Retype all of the entries precisely.

-.-.-

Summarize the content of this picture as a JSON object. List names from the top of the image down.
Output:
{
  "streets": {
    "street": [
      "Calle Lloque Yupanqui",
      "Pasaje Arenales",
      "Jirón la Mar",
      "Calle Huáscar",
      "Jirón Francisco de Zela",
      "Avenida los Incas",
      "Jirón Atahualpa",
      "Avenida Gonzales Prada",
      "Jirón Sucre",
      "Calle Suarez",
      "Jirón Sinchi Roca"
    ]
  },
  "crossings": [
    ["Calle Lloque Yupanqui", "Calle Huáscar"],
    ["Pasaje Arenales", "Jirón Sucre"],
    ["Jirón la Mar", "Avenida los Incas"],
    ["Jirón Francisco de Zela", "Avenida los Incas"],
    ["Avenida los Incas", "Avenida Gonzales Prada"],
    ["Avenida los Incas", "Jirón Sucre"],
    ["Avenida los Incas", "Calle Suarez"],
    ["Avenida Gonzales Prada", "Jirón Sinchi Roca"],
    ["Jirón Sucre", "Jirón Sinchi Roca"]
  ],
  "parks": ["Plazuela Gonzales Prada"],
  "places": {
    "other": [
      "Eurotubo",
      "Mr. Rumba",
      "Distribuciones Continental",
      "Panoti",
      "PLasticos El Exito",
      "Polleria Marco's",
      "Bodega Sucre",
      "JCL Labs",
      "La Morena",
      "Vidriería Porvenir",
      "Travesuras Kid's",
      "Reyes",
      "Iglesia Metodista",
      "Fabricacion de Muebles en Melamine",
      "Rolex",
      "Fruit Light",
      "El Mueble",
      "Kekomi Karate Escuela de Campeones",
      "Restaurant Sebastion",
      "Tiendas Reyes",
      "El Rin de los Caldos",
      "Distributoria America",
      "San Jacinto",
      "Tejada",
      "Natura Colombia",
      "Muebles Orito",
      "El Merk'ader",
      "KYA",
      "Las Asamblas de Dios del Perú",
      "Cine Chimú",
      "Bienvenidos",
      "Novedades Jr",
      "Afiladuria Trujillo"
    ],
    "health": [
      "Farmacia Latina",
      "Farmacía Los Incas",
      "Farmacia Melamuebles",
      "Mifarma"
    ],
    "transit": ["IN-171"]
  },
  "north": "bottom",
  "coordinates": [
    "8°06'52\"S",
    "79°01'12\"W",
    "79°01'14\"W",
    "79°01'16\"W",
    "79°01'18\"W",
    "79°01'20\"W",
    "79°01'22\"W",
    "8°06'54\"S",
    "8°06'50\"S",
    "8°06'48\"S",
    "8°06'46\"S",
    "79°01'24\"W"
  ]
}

-.-.-

SOLUTION TO THIS EXERCISE:
Summarize the content of this picture as a JSON object. List names from the top of the image down.
Output:
{
  "streets": {
    "street": [
      "Calle Lloque Yupanqui",
      "Pasaje Arenales",
      "Jirón la Mar",
      "Calle Huáscar",
      "Jirón Francisco de Zela",
      "Avenida los Incas",
      "Jirón Atahualpa",
      "Avenida Gonzales Prada",
      "Jirón Sucre",
      "Calle Suarez",
      "Jirón Sinchi Roca"
    ]
  },
  "crossings": [
    ["Calle Lloque Yupanqui", "Calle Huáscar"],
    ["Pasaje Arenales", "Jirón Sucre"],
    ["Jirón la Mar", "Avenida los Incas"],
    ["Jirón Francisco de Zela", "Avenida los Incas"],
    ["Avenida los Incas", "Avenida Gonzales Prada"],
    ["Avenida los Incas", "Jirón Sucre"],
    ["Avenida los Incas", "Calle Suarez"],
    ["Avenida Gonzales Prada", "Jirón Sinchi Roca"],
    ["Jirón Sucre", "Jirón Sinchi Roca"]
  ],
  "parks": ["Plazuela Gonzales Prada"],
  "places": {
    "other": [
      "Eurotubo",
      "Mr. Rumba",
      "Distribuciones Continental",
      "Panoti",
      "PLasticos El Exito",
      "Polleria Marco's",
      "Bodega Sucre",
      "JCL Labs",
      "La Morena",
      "Vidriería Porvenir",
      "Travesuras Kid's",
      "Reyes",
      "Iglesia Metodista",
      "Fabricacion de Muebles en Melamine",
      "Rolex",
      "Fruit Light",
      "El Mueble",
      "Kekomi Karate Escuela de Campeones",
      "Restaurant Sebastion",
      "Tiendas Reyes",
      "El Rin de los Caldos",
      "Distributoria America",
      "San Jacinto",
      "Tejada",
      "Natura Colombia",
      "Muebles Orito",
      "El Merk'ader",
      "KYA",
      "Las Asamblas de Dios del Perú",
      "Cine Chimú",
      "Bienvenidos",
      "Novedades Jr",
      "Afiladuria Trujillo"
    ],
    "health": [
      "Farmacia Latina",
      "Farmacía Los Incas",
      "Farmacia Melamuebles",
      "Mifarma"
    ],
    "transit": ["IN-171"]
  },
  "north": "bottom",
  "coordinates": [
    "8°06'52\"S",
    "79°01'12\"W",
    "79°01'14\"W",
    "79°01'16\"W",
    "79°01'18\"W",
    "79°01'20\"W",
    "79°01'22\"W",
    "8°06'54\"S",
    "8°06'50\"S",
    "8°06'48\"S",
    "8°06'46\"S",
    "79°01'24\"W"
  ]
}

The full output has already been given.